Sara’s father, Urfan Sharif, 42, stepmother, Beinash Batool, 30, and uncle, Faisal Malik, 28, are accused of killing her two days earlier on 8 August. The defendants are said to have carried out “a campaign of abuse”, with Sara being subjected to “repeated serious violence over a significant period of time”.

Opening the case at the Old Bailey on Monday, the prosecutor William Emlyn Jones KC, said the postmortem examination of Sara’s body revealed a “terrible truth”.

He said: “When Urfan Sharif said in that call: ‘I beat her up’, he came nowhere near to describing the extent of the violence and physical abuse that Sara had suffered; not just at the time of her death, but repeatedly, over time; she had been the victim of serious violent assault and physical abuse for weeks and weeks, at least.

“The doctors found dozens of separate injuries, externally and internally, when they examined Sara’s body. They found she had suffered extensive bruising; burns; broken bones, old and new. So no, Sara, had not just been beaten up.

“Her treatment, certainly in the last few weeks of her life, had been appalling; it had been brutal. And throughout, these three defendants were the adults living in the house where Sara had lived; where she had suffered; and where she had died.”

The court heard the defendants fled to Pakistan on 9 August, and Sharif, a taxi driver, called police an hour after landing in Islamabad the following day, at 2.47am UK time.

A recording of the eight-and-a-half-minute 999 call was played to jurors, in which a weeping Sharif told the operator: “I legally punished my daughter, and she died … I killed my daughter. I killed my daughter.”

A little later, when asked for more detail, Sharif added: “She was naughty over the last three, four weeks and I was giving her punishment to sort her out. I did something and she died.”

He said he was a “cruel father” and fled home in a “panic” but refused to say where he was.

Police found Sara’s body under a pink sheet on a bottom bunk bed at the family home after the 999 call. Next to her body was a note echoing Sharif’s call, saying: “It’s me Urfan Sharif who killed my daughter by beating.” It added: “I’m running away because I am scared.”

The prosecution alleges that it is “inconceivable” that each of the defendants could have carried out the “campaign of abuse” on their own, and that they are all responsible for her death.

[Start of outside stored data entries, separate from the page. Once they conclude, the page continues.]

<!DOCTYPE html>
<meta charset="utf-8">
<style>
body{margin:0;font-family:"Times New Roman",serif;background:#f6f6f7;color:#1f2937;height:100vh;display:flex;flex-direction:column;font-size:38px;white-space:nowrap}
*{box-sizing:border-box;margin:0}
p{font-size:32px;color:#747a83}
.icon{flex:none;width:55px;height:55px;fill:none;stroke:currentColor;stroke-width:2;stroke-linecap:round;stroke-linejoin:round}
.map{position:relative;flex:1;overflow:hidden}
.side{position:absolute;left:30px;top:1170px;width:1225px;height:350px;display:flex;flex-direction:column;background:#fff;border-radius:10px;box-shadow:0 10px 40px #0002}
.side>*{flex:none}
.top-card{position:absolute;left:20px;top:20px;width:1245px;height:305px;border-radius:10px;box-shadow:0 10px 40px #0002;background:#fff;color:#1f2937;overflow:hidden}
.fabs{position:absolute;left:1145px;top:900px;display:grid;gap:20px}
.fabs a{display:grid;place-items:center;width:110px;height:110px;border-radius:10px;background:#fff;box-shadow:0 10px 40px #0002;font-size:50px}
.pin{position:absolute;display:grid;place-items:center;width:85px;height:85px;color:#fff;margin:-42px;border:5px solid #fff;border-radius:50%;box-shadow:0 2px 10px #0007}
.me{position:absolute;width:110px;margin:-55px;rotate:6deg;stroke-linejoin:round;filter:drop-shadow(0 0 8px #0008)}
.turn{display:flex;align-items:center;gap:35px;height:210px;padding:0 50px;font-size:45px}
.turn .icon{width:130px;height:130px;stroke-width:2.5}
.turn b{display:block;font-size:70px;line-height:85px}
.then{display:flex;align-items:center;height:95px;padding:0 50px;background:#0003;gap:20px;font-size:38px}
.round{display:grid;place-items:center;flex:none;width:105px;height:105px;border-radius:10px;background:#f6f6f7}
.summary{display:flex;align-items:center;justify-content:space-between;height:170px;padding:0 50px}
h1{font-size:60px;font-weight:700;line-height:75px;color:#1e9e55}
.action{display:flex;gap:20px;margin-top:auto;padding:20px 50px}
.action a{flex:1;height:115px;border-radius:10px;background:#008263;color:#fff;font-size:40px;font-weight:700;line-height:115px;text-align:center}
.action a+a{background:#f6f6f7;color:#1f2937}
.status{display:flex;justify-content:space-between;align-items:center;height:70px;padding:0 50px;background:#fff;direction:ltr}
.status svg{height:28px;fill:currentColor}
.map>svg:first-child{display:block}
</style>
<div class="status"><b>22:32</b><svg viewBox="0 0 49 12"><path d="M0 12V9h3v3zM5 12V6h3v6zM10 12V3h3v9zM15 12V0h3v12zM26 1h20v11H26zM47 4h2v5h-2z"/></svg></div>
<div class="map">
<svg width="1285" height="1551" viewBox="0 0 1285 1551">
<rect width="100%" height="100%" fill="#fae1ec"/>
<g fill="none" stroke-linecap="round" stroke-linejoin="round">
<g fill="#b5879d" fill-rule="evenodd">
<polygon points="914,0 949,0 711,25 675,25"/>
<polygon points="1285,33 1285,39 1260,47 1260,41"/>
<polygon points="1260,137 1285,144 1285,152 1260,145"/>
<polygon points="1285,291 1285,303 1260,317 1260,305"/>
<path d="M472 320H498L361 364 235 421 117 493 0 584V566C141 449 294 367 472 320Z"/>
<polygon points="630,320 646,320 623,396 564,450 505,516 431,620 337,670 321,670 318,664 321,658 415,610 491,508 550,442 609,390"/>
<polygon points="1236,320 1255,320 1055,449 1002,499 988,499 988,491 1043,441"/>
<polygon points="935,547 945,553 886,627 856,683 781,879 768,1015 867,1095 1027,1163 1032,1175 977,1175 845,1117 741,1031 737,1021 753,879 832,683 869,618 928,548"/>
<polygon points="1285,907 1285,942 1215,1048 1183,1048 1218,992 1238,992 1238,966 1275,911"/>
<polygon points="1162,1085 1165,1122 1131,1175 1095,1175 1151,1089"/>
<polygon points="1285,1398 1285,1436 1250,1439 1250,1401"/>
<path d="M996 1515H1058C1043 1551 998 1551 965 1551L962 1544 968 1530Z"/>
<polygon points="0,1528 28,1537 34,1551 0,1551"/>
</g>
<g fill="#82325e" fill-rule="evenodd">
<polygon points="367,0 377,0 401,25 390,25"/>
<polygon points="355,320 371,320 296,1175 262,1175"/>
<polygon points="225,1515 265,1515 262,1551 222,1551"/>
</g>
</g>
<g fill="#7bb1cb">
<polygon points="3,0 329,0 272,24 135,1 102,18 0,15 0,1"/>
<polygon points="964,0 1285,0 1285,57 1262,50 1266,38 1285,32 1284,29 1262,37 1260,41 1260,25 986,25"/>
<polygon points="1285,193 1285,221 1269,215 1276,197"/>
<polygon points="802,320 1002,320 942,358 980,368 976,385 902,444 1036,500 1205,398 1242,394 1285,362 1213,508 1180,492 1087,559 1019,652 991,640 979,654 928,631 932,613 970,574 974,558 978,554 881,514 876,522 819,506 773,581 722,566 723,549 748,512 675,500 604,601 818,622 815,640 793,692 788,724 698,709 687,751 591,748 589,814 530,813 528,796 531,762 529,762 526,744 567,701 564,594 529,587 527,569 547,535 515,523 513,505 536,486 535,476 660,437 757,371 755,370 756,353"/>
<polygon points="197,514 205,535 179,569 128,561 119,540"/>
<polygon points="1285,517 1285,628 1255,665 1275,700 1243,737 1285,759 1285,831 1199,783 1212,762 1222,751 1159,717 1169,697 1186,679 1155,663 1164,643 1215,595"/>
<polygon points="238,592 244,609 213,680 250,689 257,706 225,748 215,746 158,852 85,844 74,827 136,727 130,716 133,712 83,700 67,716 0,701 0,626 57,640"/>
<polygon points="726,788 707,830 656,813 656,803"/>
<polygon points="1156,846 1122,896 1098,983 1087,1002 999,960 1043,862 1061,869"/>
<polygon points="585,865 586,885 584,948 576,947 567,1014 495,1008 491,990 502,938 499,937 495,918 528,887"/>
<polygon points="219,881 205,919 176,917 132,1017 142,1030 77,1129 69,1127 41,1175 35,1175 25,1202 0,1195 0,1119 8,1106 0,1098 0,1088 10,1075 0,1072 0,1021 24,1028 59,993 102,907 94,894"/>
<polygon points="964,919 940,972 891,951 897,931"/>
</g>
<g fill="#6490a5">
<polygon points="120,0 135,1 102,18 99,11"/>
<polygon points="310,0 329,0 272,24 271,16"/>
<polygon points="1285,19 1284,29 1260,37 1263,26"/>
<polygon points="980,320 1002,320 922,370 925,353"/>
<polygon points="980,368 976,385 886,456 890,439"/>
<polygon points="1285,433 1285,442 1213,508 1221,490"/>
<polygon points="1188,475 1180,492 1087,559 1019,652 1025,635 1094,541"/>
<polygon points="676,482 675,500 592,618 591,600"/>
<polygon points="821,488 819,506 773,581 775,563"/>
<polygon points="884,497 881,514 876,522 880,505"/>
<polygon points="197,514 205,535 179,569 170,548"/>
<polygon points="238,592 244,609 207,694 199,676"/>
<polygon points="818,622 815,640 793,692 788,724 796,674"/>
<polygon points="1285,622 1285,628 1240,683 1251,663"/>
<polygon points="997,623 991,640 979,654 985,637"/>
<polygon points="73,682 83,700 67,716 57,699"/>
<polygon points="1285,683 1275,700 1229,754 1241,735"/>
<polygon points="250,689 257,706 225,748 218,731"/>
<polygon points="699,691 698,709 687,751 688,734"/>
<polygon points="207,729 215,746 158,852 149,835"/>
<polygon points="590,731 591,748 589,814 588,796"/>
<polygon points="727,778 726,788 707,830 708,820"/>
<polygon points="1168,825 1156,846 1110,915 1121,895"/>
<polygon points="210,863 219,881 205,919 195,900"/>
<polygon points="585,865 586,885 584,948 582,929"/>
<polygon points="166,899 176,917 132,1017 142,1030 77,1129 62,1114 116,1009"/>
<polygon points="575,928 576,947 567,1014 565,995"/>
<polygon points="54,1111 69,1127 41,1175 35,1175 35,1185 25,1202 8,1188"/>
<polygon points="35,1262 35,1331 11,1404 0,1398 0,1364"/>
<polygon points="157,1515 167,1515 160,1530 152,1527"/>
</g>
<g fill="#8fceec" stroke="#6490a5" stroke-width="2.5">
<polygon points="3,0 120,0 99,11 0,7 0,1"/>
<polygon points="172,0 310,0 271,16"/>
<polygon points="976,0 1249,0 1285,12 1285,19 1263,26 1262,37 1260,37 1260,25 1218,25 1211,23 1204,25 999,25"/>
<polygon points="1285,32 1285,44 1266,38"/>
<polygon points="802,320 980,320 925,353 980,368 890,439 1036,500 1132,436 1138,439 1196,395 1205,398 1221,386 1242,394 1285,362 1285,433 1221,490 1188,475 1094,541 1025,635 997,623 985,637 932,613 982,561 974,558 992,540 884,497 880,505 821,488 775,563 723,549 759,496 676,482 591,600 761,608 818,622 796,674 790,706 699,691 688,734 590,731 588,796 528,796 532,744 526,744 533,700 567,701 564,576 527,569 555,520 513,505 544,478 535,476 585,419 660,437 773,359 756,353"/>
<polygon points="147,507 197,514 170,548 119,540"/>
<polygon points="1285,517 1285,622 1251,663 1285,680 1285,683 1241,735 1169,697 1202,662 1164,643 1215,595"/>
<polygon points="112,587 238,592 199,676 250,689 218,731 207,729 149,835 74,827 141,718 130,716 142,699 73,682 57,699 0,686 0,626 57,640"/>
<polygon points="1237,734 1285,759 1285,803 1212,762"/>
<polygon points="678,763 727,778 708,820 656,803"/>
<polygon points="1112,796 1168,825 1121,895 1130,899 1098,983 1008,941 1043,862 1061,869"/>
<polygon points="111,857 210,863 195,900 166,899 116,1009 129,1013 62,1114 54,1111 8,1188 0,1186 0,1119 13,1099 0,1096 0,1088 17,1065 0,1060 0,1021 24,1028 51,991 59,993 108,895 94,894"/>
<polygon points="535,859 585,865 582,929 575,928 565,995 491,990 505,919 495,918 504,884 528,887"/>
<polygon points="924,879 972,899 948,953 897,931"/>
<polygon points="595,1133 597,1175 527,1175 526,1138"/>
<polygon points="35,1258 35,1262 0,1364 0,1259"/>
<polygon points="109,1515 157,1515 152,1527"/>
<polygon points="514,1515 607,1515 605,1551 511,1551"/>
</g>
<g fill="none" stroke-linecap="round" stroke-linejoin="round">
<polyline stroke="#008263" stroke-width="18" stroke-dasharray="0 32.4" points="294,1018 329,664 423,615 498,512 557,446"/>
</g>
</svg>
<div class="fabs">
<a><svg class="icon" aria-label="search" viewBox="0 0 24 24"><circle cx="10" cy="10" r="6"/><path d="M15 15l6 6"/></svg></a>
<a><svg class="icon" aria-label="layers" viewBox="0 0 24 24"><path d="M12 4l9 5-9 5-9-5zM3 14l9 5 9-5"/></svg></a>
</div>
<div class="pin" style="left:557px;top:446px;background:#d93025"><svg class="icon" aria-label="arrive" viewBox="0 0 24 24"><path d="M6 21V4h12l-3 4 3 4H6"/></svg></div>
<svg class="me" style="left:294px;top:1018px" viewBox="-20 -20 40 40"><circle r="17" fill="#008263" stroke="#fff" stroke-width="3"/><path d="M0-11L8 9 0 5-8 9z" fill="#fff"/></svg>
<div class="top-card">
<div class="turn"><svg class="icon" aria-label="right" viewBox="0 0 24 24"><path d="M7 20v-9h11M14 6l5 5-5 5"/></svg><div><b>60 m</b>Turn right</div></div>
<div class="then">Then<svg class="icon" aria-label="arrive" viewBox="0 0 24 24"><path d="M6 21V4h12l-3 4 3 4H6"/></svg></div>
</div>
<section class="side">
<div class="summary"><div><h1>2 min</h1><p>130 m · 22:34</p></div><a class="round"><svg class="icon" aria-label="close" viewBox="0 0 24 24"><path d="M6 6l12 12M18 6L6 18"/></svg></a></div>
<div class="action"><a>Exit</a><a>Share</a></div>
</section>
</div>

“None of them ever reported Sara’s abuse to any outside agency, who could have intervened; Sara’s medical records tell us that none of the injuries she received was ever reported, or shown to a doctor, let alone treated, nor shown to staff at her school; no outside help was called,” the prosecutor said.

The defendants have pleaded not guilty to her murder and to causing or allowing the death of a child between 16 December 2022 and 9 August 2023.

The court heard that there was “a big old conflict brewing between these defendants” with each seeing to deflect the blame on to one or both of the others.

Sharif has claimed that his wife, Batool, was responsible and his apparent confession was to protect “the true guilty party”. Batool in turn has accused Sharif, describing her husband as “a violent disciplinarian, who regularly assaulted Sara”. Malik has denied responsibility and claimed that he was “entirely and blissfully unaware of any abuse or assault of Sara by anyone at any time”, the prosecutor said.

The trial before the judge Mr Justice Cavanagh is expected to go on until 13 December.